The reality is possibly that many people will loose their livelihoods and jobs in the process of unlocking the lockdown imposed by the COVID-19.
This is the truth of our world, and we will have to accept the fact that all is not well and might not turn out to be well in the near future. On a long-term, we are looking at the economy moving sluggishly in the two upcoming financial years and by the end of FY-22 there is some expectation that growth might pick up.
It is in this backdrop that the government of India is pushing ahead with its plan to push for mass and rapid industrialisation of the Indian economy. The move is certainly good, and this will obviously help in reducing dependence of imports and offer more livelihoods.
But at what cost?
Pollution and climate change are real:
During the global lockdown we saw the nature coming to a blind bloom, and the average temperatures lowering down, and the air becoming sweeter than usual.

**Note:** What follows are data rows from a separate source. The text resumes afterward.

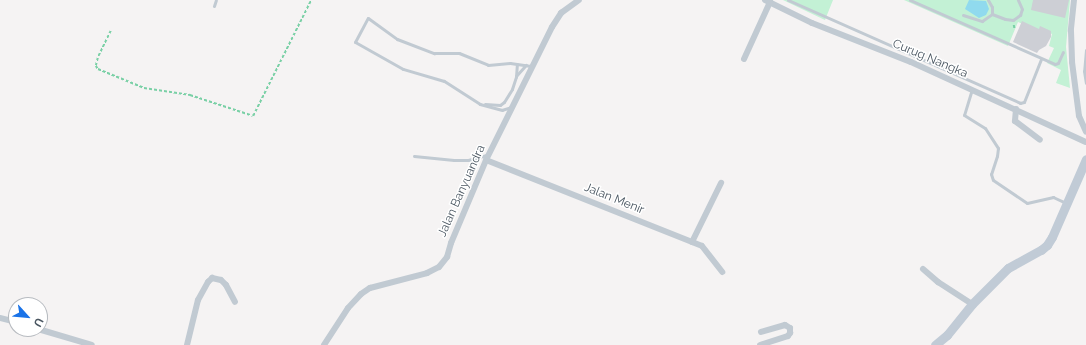 <!DOCTYPE html>
<html>
<head>
<meta charset="utf-8">
<style>
  body { margin:0 }
  #map { position:relative; width:1086px; height:345px; overflow:hidden; background:#f5f3f3; font-family:Raleway,sans-serif }
  div>[style] { position:absolute }
  .green>* { inset:0; background:#c3f1d5 }
  .water>* { inset:0; background:#90daee }
  .building>* { inset:0; background:#cdcfd5 }
  .path>* { height:1.5px; margin-top:-0.75px; transform-origin:0; background:repeating-linear-gradient(90deg,#7ad0a6 0 3px,transparent 0 5px) }
  .lane>* { height:3px; margin:-1.5px; padding:0 1.5px; transform-origin:1.5px; border-radius:1.5px; background:#c1cad2 }
  .street>* { height:6px; margin:-3px; padding:0 3px; transform-origin:3px; border-radius:3px; background:#c1cad2 }
  .secondary>* { height:9px; margin:-4.5px; padding:0 4.5px; transform-origin:4.5px; border-radius:4.5px; background:#c1cbd6 }
  span { translate:-50% -50%; white-space:nowrap; text-align:center; line-height:1.15; -webkit-text-stroke:3px #fff; paint-order:stroke }
  .street-label { font-size:12px; color:#4a5661 }
  .north { position:absolute; left:8px; top:297px; width:40px; height:40px; box-sizing:border-box; background:#fff; border:1px solid #b7bbc0; border-radius:50%; rotate:117deg; font-size:11px; font-weight:700; line-height:16px; text-align:center; color:#4a5661 }
  .north::after { content:''; display:block; margin:auto; width:14px; height:18px; background:#1a73e8; clip-path:polygon(50% 0,100% 100%,50% 72%,0 100%) }
</style>
</head>
<body>
<div id="map">
  <div class="green">
    <i style="clip-path:polygon(783px 0,833px 0,825px 20px)"></i>
    <i style="clip-path:polygon(904px 0,1070px 0,1066px 47px,1070px 88px,1056px 83px,1061px 70px,1047px 63px,1054px 48px,1049px 46px,1052px 34px,1040px 29px,1039px 31px,1018px 22px,1008px 46px)"></i>
  </div>
  <div class="water">
    <i style="clip-path:polygon(969px 0,986px 1px,989px 9px,986px 15px,979px 18px,965px 9px)"></i>
  </div>
  <div class="building">
    <i style="clip-path:polygon(1033px 0,1069px 0,1065px 18px,1031px 10px)"></i>
    <i style="clip-path:polygon(1022px 21px,1039px 29px,1040px 26px,1051px 31px,1051px 37px,1046px 46px,1039px 50px,1037px 53px,1013px 42px)"></i>
  </div>
  <div class="path">
    <i style="left:1014px;top:25px;width:5px;rotate:79deg"></i>
    <i style="left:111px;top:31px;width:30px;rotate:116deg"></i>
    <i style="left:98px;top:58px;width:8px;rotate:104deg"></i>
    <i style="left:96px;top:66px;width:4px;rotate:56deg"></i>
    <i style="left:98px;top:69px;width:50px;rotate:22.4deg"></i>
    <i style="left:144px;top:88px;width:47px;rotate:8.7deg"></i>
    <i style="left:190px;top:95px;width:66px;rotate:18.4deg"></i>
    <i style="left:253px;top:116px;width:130px;rotate:-63.4deg"></i>
  </div>
  <div class="lane">
    <i style="left:788px;top:0;width:254px;rotate:23.9deg"></i>
    <i style="left:1020px;top:103px;width:4px;rotate:-14deg"></i>
    <i style="left:1024px;top:102px;width:46px;rotate:-68.4deg"></i>
    <i style="left:910px;top:0;width:158px;rotate:23.8deg"></i>
    <i style="left:1055px;top:64px;width:3px;rotate:-18deg"></i>
    <i style="left:1058px;top:63px;width:12px;rotate:-66deg"></i>
    <i style="left:988px;top:0;width:8px;rotate:60deg"></i>
    <i style="left:992px;top:7px;width:7px;rotate:90deg"></i>
    <i style="left:992px;top:14px;width:14px;rotate:21deg"></i>
    <i style="left:1005px;top:19px;width:8px;rotate:7deg"></i>
    <i style="left:1013px;top:20px;width:9px;rotate:-36deg"></i>
    <i style="left:1020px;top:15px;width:6px;rotate:-72deg"></i>
    <i style="left:1022px;top:9px;width:10px;rotate:-114deg"></i>
    <i style="left:214px;top:6px;width:6px;rotate:-72deg"></i>
    <i style="left:963px;top:15px;width:20px;rotate:18deg"></i>
    <i style="left:982px;top:21px;width:12px;rotate:-35deg"></i>
    <i style="left:1086px;top:50px;width:21px;rotate:95deg"></i>
    <i style="left:1084px;top:71px;width:12px;rotate:81deg"></i>
    <i style="left:516px;top:76px;width:15px;rotate:-48deg"></i>
    <i style="left:972px;top:89px;width:27px;rotate:107deg"></i>
    <i style="left:964px;top:115px;width:25px;rotate:32deg"></i>
    <i style="left:985px;top:128px;width:24px;rotate:57deg"></i>
    <i style="left:998px;top:148px;width:8px;rotate:97deg"></i>
    <i style="left:997px;top:156px;width:19px;rotate:108deg"></i>
    <i style="left:991px;top:174px;width:6px;rotate:72deg"></i>
    <i style="left:993px;top:180px;width:41px;rotate:34.1deg"></i>
    <i style="left:1027px;top:203px;width:27px;rotate:-13deg"></i>
    <i style="left:1053px;top:197px;width:14px;rotate:25deg"></i>
    <i style="left:485px;top:104px;width:15px;rotate:4deg"></i>
    <i style="left:500px;top:105px;width:5px;rotate:-37deg"></i>
    <i style="left:504px;top:102px;width:15px;rotate:-58deg"></i>
    <i style="left:512px;top:89px;width:13px;rotate:-72deg"></i>
    <i style="left:516px;top:77px;width:13px;rotate:-86deg"></i>
    <i style="left:511px;top:107px;width:9px;rotate:162deg"></i>
    <i style="left:502px;top:110px;width:23px;rotate:-165deg"></i>
    <i style="left:480px;top:104px;width:43px;rotate:-147.4deg"></i>
    <i style="left:444px;top:81px;width:43px;rotate:-163.7deg"></i>
    <i style="left:403px;top:69px;width:55px;rotate:-150.6deg"></i>
    <i style="left:355px;top:42px;width:27px;rotate:-62deg"></i>
    <i style="left:368px;top:18px;width:36px;rotate:36deg"></i>
    <i style="left:397px;top:39px;width:40px;rotate:21deg"></i>
    <i style="left:434px;top:53px;width:25px"></i>
    <i style="left:459px;top:53px;width:31px;rotate:22deg"></i>
    <i style="left:488px;top:65px;width:22px;rotate:-5deg"></i>
    <i style="left:510px;top:63px;width:21px;rotate:8deg"></i>
    <i style="left:414px;top:156px;width:40px;rotate:5.7deg"></i>
    <i style="left:454px;top:160px;width:14px"></i>
    <i style="left:468px;top:160px;width:20px;rotate:-15deg"></i>
  </div>
  <div class="street">
    <i style="left:765px;top:0;width:52px;rotate:26.1deg"></i>
    <i style="left:812px;top:23px;width:106px;rotate:21.5deg"></i>
    <i style="left:911px;top:62px;width:192px;rotate:24.6deg"></i>
    <i style="left:1074px;top:0;width:31px;rotate:96deg"></i>
    <i style="left:1071px;top:31px;width:31px;rotate:88deg"></i>
    <i style="left:1072px;top:62px;width:54px;rotate:82.6deg"></i>
    <i style="left:1079px;top:116px;width:17px;rotate:66deg"></i>
    <i style="left:744px;top:59px;width:63px;rotate:-65.5deg"></i>
    <i style="left:1016px;top:109px;width:12px;rotate:95deg"></i>
    <i style="left:1015px;top:121px;width:31px;rotate:37deg"></i>
    <i style="left:486px;top:160px;width:232px;rotate:21.7deg"></i>
    <i style="left:702px;top:246px;width:33px;rotate:52deg"></i>
    <i style="left:692px;top:242px;width:66px;rotate:-63.8deg"></i>
    <i style="left:923px;top:269px;width:20px;rotate:41deg"></i>
    <i style="left:938px;top:282px;width:40px;rotate:32.9deg"></i>
    <i style="left:0;top:318px;width:16px;rotate:14deg"></i>
    <i style="left:38px;top:329px;width:56px;rotate:16.5deg"></i>
    <i style="left:187px;top:345px;width:46px;rotate:-76.3deg"></i>
    <i style="left:198px;top:300px;width:21px;rotate:-61deg"></i>
    <i style="left:208px;top:282px;width:6px;rotate:-45deg"></i>
    <i style="left:212px;top:278px;width:9px;rotate:13deg"></i>
    <i style="left:221px;top:280px;width:7px;rotate:45deg"></i>
    <i style="left:226px;top:285px;width:19px;rotate:62deg"></i>
    <i style="left:324px;top:345px;width:44px;rotate:-57deg"></i>
    <i style="left:348px;top:308px;width:19px;rotate:-47deg"></i>
    <i style="left:361px;top:294px;width:11px;rotate:-34deg"></i>
    <i style="left:370px;top:288px;width:59px;rotate:-14.7deg"></i>
    <i style="left:427px;top:273px;width:13px;rotate:-27deg"></i>
    <i style="left:439px;top:267px;width:13px;rotate:-51deg"></i>
    <i style="left:447px;top:257px;width:15px;rotate:-74deg"></i>
    <i style="left:451px;top:243px;width:90px;rotate:-67.1deg"></i>
    <i style="left:486px;top:160px;width:148px;rotate:-63.6deg"></i>
    <i style="left:552px;top:27px;width:17px;rotate:-57deg"></i>
    <i style="left:561px;top:13px;width:22px;rotate:-36deg"></i>
    <i style="left:760px;top:345px;width:29px;rotate:-18deg"></i>
    <i style="left:788px;top:336px;width:4px;rotate:-56deg"></i>
    <i style="left:790px;top:333px;width:5px;rotate:-90deg"></i>
    <i style="left:790px;top:328px;width:6px;rotate:-149deg"></i>
    <i style="left:785px;top:325px;width:25px;rotate:164deg"></i>
  </div>
  <div class="secondary">
    <i style="left:935px;top:345px;width:16px;rotate:-40deg"></i>
    <i style="left:947px;top:335px;width:40px;rotate:-51deg"></i>
    <i style="left:972px;top:304px;width:51px;rotate:-45deg"></i>
    <i style="left:1008px;top:268px;width:38px;rotate:-29deg"></i>
    <i style="left:1041px;top:250px;width:8px;rotate:-40deg"></i>
    <i style="left:1047px;top:245px;width:9px;rotate:-58deg"></i>
    <i style="left:1052px;top:237px;width:85px;rotate:-66.4deg"></i>
  </div>
  <div class="street-label">
    <span style="left:930px;top:59px;rotate:23deg">Curug Nangka</span>
    <span style="left:462px;top:191px;rotate:-66deg">Jalan Banyuandra</span>
    <span style="left:614px;top:199px;rotate:22deg">Jalan Menir</span>
  </div>
  <div class="north">U</div>
</div>
</body>
</html>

The skies were clear and the wildlife dwellers were at large! How did this happen?
It is because all the place of the world and all of human activity was slow, it was rather simply put 0, and the nature healed itself. During the period when the industries were shut, the water-bodies changed their colour and odour. Is it not meaningful to the smartest of creatures of the nature’s world?
Today the PM is pushing for radical industrialisation and he is saying “People, Planet, Profit”, now not many industries care about the environment. The environment protection laws are just a facade right from the Environment Protection and Control Act to Air Pollution, Water Pollution and Mining laws.
The district courts are not empowered to deal with environmental hazards by industries, and the mindless tree felling will also be the outcome of industrialisation. While we merely give lip-service to aforestation.
Our rivers and water bodies are a home to industrial discharge from industries. This needs priority investment from the private sector, but does it ring any bells?
In keeping the Sustainable Development Goals, and reducing our carbon footprint, we are not looking at more clean energy.
All these factors with lackadaisical implementation of environment related laws and abolishing of the Environmental Impact Assessment, things will turn too bad for all of us.
The NGT is stuck with the LG Polymers gas leakage, and the Tinsukhia Fire, what if there are sporadical cases all over?
We need to push ahead with more environment jurisprudence percolating down to district fora, and a green police that keeps a tab on environmental hazards while we push ahead with mass movement to make India “Aatma Nirbhar” .
Our lessons from COVID-19 must not make us more aggressively greedy for material gain but instill a feeling that we need to live in harmony with nature, and offer more life to our generations yet to come.